Scan the records for "function" and copy each line that contains it.

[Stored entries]
▼▼▼
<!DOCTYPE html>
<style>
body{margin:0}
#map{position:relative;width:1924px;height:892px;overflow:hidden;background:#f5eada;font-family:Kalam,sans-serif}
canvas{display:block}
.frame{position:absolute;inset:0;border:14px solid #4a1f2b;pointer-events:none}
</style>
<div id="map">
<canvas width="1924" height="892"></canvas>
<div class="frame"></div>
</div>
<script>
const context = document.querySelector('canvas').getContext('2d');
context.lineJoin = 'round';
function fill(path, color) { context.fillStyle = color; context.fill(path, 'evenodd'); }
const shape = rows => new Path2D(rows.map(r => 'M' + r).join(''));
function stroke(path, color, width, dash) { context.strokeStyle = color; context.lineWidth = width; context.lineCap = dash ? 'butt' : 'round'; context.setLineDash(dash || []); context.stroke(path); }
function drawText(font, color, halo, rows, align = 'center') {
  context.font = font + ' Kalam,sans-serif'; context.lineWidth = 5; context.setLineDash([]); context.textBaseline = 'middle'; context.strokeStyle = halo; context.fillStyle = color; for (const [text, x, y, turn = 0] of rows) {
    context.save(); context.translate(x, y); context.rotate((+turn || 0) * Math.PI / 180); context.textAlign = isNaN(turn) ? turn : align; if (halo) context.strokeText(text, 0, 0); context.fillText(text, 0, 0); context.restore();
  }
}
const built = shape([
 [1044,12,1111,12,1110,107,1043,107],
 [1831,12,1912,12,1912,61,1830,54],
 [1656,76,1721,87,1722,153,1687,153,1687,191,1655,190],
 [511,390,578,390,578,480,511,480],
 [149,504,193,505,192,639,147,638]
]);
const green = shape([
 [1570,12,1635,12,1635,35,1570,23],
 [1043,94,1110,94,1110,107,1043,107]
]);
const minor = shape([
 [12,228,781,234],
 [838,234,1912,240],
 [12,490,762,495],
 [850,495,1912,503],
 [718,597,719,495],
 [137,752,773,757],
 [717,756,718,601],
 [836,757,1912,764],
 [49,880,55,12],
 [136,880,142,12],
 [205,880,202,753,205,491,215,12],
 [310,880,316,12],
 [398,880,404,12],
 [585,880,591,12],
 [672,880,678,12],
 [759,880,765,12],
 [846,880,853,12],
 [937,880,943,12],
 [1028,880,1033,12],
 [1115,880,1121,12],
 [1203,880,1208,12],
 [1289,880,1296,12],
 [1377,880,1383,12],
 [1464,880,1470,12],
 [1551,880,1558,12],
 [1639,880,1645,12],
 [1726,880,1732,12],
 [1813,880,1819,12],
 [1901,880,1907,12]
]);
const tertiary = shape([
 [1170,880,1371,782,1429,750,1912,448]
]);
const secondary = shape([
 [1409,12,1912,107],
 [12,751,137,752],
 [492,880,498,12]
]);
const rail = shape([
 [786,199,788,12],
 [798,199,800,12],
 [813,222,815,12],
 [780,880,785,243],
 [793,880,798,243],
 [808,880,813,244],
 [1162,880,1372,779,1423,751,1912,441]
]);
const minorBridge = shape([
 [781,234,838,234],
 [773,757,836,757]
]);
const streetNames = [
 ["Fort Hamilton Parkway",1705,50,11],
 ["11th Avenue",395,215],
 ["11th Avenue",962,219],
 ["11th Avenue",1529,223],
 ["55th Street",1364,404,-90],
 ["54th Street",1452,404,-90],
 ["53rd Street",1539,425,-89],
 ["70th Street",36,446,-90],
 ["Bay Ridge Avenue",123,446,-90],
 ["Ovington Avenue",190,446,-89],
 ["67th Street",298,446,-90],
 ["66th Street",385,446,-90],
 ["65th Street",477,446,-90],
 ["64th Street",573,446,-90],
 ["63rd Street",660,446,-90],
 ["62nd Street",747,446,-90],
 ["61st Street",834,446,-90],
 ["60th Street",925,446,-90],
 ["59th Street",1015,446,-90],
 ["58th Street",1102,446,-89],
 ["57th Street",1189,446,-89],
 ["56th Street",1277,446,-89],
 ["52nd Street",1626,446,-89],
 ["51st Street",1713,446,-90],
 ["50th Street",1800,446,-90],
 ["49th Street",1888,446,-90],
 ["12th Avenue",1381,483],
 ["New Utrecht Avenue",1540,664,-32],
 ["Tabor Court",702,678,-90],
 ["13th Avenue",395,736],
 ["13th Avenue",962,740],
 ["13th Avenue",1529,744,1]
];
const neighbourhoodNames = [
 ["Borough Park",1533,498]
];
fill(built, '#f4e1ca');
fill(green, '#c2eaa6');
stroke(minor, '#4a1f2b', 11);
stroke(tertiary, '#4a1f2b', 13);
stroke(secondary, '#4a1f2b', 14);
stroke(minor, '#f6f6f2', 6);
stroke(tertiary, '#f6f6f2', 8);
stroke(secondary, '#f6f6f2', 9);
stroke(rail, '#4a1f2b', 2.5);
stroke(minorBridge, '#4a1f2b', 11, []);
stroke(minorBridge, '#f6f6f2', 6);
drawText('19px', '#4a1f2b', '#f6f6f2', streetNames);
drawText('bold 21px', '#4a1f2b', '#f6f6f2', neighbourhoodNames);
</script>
▲▲▲
** SOLVED PROBLEM **
function fill(path, color) { context.fillStyle = color; context.fill(path, 'evenodd'); }
function stroke(path, color, width, dash) { context.strokeStyle = color; context.lineWidth = width; context.lineCap = dash ? 'butt' : 'round'; context.setLineDash(dash || []); context.stroke(path); }
function drawText(font, color, halo, rows, align = 'center') {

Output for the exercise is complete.